Yes, the Brazilian stock market has been going gangbusters. Much of that can be traced to capital flight from US firms, under the enlightened gangsterism of Obama and his coterie of leftist faculty advisers. Then there is the media. Had this disaster taken place under Bush, there would be a lot more hand-wringing over dead sea kittens and the poor fisheries industry people who have been ruined by, not just the oil, but the very toxic dispersants used to keep it from producing photographic opportunities for depicting "quasi-nuclear" disaster. And that's not to mention the way that various police agencies have been recruited to minimize the digging around of journalists and concerned citizens.
Then there's the administration's commitment to ethanol, most recently expressed in a recommendation that blends be increased to 15%. It makes about as much sense as the Chevy Volt.
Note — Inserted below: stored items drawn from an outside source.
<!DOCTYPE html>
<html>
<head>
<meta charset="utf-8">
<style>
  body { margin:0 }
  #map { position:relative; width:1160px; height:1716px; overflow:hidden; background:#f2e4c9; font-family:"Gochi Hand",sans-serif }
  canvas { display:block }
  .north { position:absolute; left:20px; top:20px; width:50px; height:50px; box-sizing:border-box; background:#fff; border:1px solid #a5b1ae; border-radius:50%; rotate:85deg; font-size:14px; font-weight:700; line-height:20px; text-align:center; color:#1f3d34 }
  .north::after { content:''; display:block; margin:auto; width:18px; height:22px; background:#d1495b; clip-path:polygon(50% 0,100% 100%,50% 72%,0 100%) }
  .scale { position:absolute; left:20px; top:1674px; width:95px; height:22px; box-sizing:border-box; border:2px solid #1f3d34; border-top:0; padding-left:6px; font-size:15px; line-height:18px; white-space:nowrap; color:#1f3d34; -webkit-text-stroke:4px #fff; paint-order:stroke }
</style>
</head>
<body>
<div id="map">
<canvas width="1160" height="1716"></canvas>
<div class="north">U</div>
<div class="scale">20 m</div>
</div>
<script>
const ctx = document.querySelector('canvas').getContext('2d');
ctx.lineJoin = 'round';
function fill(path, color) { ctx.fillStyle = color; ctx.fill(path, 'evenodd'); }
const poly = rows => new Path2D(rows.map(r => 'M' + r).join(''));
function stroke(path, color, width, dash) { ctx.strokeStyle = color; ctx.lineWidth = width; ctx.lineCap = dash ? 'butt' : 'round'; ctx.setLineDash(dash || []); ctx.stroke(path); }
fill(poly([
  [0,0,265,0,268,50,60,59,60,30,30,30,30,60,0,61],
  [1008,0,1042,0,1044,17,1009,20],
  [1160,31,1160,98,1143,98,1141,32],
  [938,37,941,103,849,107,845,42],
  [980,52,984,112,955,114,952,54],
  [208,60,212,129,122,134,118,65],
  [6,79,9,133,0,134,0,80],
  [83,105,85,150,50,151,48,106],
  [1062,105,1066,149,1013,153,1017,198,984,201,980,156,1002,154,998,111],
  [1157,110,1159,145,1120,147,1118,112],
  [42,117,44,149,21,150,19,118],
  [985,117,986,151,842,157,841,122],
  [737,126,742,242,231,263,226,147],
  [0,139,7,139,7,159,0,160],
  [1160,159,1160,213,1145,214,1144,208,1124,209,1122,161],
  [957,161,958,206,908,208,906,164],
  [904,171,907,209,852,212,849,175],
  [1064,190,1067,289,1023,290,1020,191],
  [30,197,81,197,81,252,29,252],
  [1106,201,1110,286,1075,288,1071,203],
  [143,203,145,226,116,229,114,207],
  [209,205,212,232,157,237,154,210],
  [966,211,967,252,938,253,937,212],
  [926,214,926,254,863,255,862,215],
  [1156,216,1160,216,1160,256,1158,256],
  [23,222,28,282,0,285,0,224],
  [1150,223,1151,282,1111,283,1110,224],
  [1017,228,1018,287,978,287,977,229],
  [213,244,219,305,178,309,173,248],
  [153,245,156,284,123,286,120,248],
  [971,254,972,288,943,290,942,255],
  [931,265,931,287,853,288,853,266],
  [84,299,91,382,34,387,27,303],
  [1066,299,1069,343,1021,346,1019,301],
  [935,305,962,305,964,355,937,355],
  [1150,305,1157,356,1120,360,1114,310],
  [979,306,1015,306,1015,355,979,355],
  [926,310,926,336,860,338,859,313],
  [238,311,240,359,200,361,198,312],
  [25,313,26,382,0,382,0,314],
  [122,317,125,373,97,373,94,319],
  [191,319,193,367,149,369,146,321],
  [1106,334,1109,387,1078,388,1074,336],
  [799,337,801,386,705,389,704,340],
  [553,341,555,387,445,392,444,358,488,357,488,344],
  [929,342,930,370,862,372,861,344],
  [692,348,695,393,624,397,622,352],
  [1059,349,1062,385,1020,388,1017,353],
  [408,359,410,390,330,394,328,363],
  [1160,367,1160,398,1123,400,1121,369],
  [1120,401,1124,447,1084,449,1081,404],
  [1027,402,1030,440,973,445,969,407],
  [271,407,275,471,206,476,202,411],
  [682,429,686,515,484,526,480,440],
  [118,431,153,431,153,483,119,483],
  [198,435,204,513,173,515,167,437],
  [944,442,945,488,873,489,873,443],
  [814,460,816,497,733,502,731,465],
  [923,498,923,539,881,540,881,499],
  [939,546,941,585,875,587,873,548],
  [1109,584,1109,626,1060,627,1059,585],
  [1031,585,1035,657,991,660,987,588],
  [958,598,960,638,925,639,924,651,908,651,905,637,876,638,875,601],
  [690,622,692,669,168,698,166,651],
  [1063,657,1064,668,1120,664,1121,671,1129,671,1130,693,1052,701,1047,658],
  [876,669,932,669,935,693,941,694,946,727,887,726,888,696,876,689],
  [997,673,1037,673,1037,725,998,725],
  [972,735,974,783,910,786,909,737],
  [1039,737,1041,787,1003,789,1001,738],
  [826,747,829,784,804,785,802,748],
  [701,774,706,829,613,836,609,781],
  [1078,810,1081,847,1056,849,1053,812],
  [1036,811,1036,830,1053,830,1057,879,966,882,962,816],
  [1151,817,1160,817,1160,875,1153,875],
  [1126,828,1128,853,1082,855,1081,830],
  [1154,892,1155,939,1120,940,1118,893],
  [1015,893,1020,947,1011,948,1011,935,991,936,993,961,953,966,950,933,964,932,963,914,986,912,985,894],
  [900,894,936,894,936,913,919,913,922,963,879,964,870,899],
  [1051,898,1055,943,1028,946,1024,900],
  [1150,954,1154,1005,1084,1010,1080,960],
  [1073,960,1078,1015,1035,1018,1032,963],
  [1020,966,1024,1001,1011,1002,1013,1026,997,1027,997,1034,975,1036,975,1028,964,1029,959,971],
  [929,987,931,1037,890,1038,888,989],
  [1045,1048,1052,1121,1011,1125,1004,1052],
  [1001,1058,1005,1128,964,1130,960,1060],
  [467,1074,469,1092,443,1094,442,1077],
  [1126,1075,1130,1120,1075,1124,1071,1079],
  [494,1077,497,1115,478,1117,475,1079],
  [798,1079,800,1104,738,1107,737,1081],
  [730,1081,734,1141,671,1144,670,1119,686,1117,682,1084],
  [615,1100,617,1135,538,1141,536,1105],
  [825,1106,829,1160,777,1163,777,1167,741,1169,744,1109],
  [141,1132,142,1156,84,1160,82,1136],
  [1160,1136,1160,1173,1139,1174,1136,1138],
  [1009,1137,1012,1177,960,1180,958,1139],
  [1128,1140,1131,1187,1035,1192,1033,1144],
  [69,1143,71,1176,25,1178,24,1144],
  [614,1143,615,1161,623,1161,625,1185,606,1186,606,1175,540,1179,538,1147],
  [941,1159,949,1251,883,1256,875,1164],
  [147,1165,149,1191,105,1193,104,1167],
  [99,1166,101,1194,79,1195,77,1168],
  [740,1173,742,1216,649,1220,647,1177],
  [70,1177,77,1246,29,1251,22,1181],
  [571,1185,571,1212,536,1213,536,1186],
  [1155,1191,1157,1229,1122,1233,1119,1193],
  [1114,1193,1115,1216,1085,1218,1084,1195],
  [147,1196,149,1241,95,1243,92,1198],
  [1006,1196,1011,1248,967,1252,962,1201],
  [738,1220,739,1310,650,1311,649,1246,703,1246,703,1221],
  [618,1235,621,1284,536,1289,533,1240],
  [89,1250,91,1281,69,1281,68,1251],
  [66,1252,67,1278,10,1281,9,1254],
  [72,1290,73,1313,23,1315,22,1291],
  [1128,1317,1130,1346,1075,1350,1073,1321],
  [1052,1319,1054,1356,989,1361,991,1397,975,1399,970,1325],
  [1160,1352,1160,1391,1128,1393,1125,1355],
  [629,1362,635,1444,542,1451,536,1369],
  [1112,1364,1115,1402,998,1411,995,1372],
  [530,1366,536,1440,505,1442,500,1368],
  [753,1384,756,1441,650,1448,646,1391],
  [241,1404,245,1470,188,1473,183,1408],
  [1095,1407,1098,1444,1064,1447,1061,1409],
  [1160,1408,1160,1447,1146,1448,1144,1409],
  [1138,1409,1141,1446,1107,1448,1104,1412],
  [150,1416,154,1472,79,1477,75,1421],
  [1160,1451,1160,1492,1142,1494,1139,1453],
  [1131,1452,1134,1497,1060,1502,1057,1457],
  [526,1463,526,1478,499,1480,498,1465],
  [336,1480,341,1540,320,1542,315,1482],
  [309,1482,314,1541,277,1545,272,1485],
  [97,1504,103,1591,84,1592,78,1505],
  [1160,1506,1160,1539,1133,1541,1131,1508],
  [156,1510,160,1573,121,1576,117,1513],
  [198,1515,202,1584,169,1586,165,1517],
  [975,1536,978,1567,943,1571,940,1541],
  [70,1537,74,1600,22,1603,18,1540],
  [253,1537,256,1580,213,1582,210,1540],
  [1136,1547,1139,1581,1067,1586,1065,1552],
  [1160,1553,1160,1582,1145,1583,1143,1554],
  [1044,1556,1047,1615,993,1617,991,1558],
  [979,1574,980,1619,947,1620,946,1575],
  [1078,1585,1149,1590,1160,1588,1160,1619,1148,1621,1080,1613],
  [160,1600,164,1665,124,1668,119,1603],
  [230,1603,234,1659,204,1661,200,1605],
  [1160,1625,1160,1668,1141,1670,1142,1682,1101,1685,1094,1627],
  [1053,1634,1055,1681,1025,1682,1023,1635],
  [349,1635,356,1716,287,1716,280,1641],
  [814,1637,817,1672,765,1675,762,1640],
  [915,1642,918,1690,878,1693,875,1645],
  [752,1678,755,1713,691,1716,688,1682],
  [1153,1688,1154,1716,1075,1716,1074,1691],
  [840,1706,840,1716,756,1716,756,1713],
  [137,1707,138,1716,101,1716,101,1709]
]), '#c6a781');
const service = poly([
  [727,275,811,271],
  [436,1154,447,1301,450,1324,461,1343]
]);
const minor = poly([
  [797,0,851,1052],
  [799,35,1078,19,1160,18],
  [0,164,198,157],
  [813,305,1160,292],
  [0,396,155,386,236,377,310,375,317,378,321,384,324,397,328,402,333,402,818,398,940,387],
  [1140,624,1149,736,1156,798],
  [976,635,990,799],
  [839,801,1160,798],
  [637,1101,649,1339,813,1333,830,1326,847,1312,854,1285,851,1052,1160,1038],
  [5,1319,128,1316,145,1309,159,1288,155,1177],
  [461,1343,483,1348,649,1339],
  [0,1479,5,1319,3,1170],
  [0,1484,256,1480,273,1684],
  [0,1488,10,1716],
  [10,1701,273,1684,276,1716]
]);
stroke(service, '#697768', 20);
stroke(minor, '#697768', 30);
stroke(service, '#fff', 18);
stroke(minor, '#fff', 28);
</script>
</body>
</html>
Foremost among the environmental impacts are those on human environments. Conversion of foodstuffs into (poorly performing) fuels raises commodities prices, causes civil unrest, and increases fuel prices. It works like this: 1) corn prices go up; 2) food prices go up; 3) Arabs and others in poorer oil exporting nations (and it's amazing how many poor people there are in oil-exporting nations) take to the streets to topple their governments; 4) oil prices go up; 5) fertilizer and fuel prices go up; 6) back to 1 & 2.
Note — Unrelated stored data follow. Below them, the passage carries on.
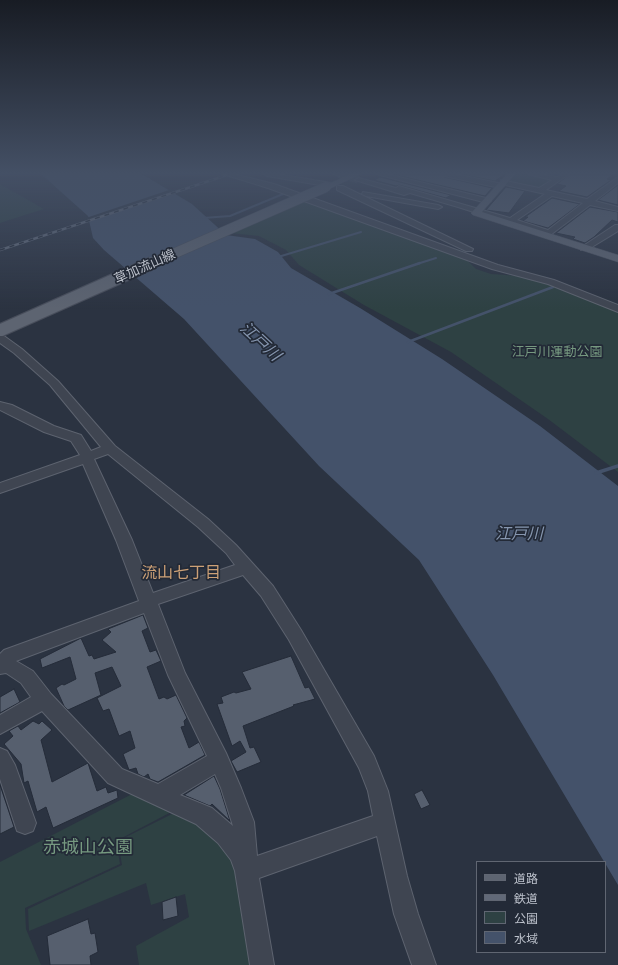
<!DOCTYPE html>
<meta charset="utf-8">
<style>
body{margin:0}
#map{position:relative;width:618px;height:965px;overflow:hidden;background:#2b3341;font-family:Figtree,"Noto Sans JP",sans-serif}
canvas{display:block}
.legend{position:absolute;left:476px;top:861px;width:130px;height:92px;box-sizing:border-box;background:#232a37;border:1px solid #606672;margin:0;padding:5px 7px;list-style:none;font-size:12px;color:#bcc1cb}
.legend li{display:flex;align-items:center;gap:8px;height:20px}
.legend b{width:20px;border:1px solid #606672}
</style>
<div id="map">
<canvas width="618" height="965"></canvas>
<ul class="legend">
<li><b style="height:5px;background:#5d6471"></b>道路</li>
<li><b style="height:5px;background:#616978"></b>鉄道</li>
<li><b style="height:11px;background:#2e4143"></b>公園</li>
<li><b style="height:11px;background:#44526a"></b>水域</li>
</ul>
</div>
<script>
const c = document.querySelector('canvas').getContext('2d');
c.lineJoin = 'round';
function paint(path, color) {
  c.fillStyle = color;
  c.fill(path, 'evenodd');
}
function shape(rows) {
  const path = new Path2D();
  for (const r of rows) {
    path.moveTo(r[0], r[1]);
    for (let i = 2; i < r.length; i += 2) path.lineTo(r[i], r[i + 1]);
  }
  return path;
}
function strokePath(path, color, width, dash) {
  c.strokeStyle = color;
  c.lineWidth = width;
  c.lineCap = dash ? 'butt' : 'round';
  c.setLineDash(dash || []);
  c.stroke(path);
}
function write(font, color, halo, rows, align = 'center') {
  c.font = font + ' Figtree,"Noto Sans JP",sans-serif';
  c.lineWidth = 3.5;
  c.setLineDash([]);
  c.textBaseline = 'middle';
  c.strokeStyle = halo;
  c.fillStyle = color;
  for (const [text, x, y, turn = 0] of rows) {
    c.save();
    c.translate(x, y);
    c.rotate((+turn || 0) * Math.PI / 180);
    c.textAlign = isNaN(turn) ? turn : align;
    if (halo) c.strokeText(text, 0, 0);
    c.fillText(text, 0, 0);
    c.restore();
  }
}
paint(shape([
 [514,174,529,174,554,180,541,188,509,182,508,181],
 [0,184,44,209,0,223],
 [305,200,465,258,476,269,491,274,520,276,535,279,618,312,618,472,548,419,451,352,364,305,299,265,286,250,259,236,230,233],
 [134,793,175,810,116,841,120,864,25,908,26,929,41,965,0,965,0,862],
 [178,811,200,820,238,865,255,965,139,965,136,946,189,917,185,894,151,905,146,883,29,931,28,909,122,865,118,841]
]), '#2e4143');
paint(shape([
 [41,174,142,174,192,204,226,235,255,239,278,252,291,268,360,308,442,359,540,426,618,486,618,885,493,675,419,560,319,466,184,319,104,250,93,238,88,216]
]), '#44526a');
paint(shape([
 [172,189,177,193,87,222,86,218]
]), '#2b3341');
strokePath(shape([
 [203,218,230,216,283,194],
 [278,257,361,232],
 [417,264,436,258]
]), '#44526a', 2);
strokePath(shape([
 [329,294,420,263],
 [408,342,553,287]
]), '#44526a', 2.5);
strokePath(shape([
 [596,473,618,466]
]), '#44526a', 3.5);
const building = shape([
 [392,174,442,174,444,177,492,188,485,196,392,174],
 [461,174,505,174,495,181,461,174],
 [570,174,614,174,607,179,611,180,587,197,559,191,566,186,557,184,570,174],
 [380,177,451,195,446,198,399,185,396,186,374,180,380,177],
 [618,185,618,205,598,200,618,185],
 [506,187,525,191,509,213,486,210,506,187],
 [552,198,580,204,548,228,523,221,528,217,525,217,552,198],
 [590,207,618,212,618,222,612,220,594,237,585,243,573,239,575,237,556,233,590,207],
 [143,615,148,628,142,631,150,652,156,650,161,661,147,667,159,699,164,697,167,699,176,695,187,718,184,721,185,726,181,727,189,748,199,742,205,755,158,782,150,779,148,774,144,777,138,774,136,768,129,770,123,754,135,748,130,731,119,736,109,709,103,711,97,698,121,686,112,667,95,673,101,695,68,710,64,706,56,688,62,684,64,685,76,679,70,657,42,668,40,659,81,638,89,656,92,655,94,659,116,652,102,640,111,632,108,629,143,615],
 [291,656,305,688,309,687,315,699,293,705,294,706,243,726,250,748,254,747,261,762,237,772,231,761,246,752,240,741,232,746,217,704,223,703,221,697,234,692,236,693,251,689,242,672,291,656],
 [14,689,20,702,0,713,0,697,14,689],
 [33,721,39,724,42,721,52,730,41,740,52,782,88,763,97,791,106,787,108,793,117,790,118,798,53,828,46,807,37,812,28,781,24,783,21,764,4,744,13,736,9,731,18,726,21,730,33,721],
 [214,776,220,789,230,821,212,804,210,806,184,795,214,776],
 [0,785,14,827,0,834,0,785],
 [422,790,430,805,421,809,414,794,422,790],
 [176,897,178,916,163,920,162,902,176,897],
 [88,919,91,934,95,933,98,952,90,956,91,965,50,965,47,936,88,919]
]);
paint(building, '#565f6e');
strokePath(building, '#252c39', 1);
strokePath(shape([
 [339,174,359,180]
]), '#414856', 8, [8, 4]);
const minor = shape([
 [223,174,234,174,274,184,498,265,554,280,618,305,618,312,548,284,492,269,268,188,223,174],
 [263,174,278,174,331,183,335,185,331,187,267,176,263,174],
 [333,174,343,174,339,176,333,174],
 [376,174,387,174,490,199,491,201,487,203,376,174],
 [443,174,455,174,503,184,504,186,500,188,444,176,443,174],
 [528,174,541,174,557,177,562,174,569,174,546,190,587,199,618,177,618,183,595,201,618,207,618,211,590,205,549,236,458,207,410,193,404,195,355,180,359,178,396,188,399,186,510,218,545,194,501,184,501,180,539,188,552,180,528,174],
 [552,196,583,203,548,230,517,220,552,196],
 [337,186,343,186,473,249,472,251,466,251,337,190,337,186],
 [363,192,438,205,442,207,438,209,366,196,362,194,363,192],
 [615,225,618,225,618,231,587,250,581,250,580,248,615,225],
 [0,335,4,336,22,349,58,381,115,446,208,519,236,545,273,586,301,630,374,756,388,791,407,876,418,914,436,965,412,965,394,914,377,836,259,878,274,965,250,965,235,871,231,860,218,843,196,824,108,783,42,711,0,734,0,715,31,697,21,683,6,673,0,674,0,654,4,650,139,601,116,540,83,464,0,493,0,483,80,455,71,441,44,432,0,410,0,402,12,405,54,426,81,435,91,451,101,447,50,385,14,353,0,343,0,335],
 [108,454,198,527,226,553,235,565,153,593,132,540,94,459,108,454],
 [243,575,261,596,289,640,359,768,368,791,373,816,257,856,254,822,241,788,226,753,185,673,158,604,243,575],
 [144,613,168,675,207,756,158,784,122,769,51,694,33,671,16,661,144,613],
 [215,774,221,788,233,826,212,808,180,795,215,774],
 [0,748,7,751,15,765,36,823,33,831,25,834,17,831,0,779,0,748]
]);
const major = shape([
 [350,174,361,174,329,189,326,190,322,187,350,174],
 [507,174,515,174,482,212,618,255,618,262,473,215,471,213,473,211,507,174]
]);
strokePath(minor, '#5d636f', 2);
strokePath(major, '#484e5b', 1);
paint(minor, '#3f4551');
paint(major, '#5d6471');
const rail = shape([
 [0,250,230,174]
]);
strokePath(rail, '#616978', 2.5);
strokePath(rail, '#232a37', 1.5, [5]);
const majorBridgeFar1 = shape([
 [150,264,326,187]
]);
const majorBridge = shape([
 [1,330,152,263]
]);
strokePath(majorBridgeFar1, '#484e5b', 11, []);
strokePath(majorBridge, '#484e5b', 14, []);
strokePath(majorBridgeFar1, '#5d6471', 10);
strokePath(majorBridge, '#5d6471', 12);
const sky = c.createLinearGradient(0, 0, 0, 309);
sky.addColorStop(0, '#181c24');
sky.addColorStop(0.56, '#445065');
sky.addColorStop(1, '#44506500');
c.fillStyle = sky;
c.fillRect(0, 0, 618, 309);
write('13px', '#bcc1cb', '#232a37', [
 ["草加流山線",145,267,-24]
]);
write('13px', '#769980', '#232a37', [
 ["江戸川運動公園",557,352]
]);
write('italic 16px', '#8696af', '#232a37', [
 ["江戸川",260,342,43],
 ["江戸川",519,534]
]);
write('16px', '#cca076', '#232a37', [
 ["流山七丁目",181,573]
]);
write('18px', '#769980', '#232a37', [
 ["赤城山公園",88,848]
]);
</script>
So much for Rapoza. Now to VDH:
Consider the logic of the president's Orwellian declaration: The United States in the last two years has restricted oil exploration of the sort Brazil is now rushing to embrace. We have run up more than $4 trillion in consecutive budget deficits during the Obama administration and are near federal insolvency. Therefore, the United States should be happy to borrow more money to purchase the sort of "new stable sources of energy" from Brazil's offshore wells that we most certainly will not develop off our own coasts.
It seems as if paying lots more for electricity and gas, in European fashion, was originally part of the president's new green agenda. He helped push cap-and-trade legislation through the House of Representatives in 2009. Had such Byzantine regulations become law, a recessionary economy would have sunk into depression. Obama appointed the incompetent Van Jones as "green jobs czar" -- until Jones' wild rantings confirmed that he knew nothing about his job description "to advance the administration's climate and energy initiatives."
At a time of trillion-dollar deficits, the administration is borrowing billions to promote high-speed rail, and is heavily invested in the federally subsidized $42,000 Government Motors Chevy Volt. Apparently the common denominator here is a deductive view that high energy prices will force Americans to emulate European centrally planned and state-run transportation.
That conclusion is not wild conspiracy theory, but simply the logical manifestation of many of the Obama administration's earlier campaign promises. Secretary of Energy Steven Chu -- now responsible for the formulation of American energy policy -- summed up his visions to the Wall Street Journal in 2008: "Somehow we have to figure out how to boost the price of gasoline to the levels in Europe." I think Chu is finally figuring out the "somehow."
Go read that whole 'nother, too.
A "firestorm": given what happened on the Gulf Horizon, could you think of more incendiary rhetoric? Jeebus.
* Contrary to popular belief, not named after a character mentioned in Hamlet.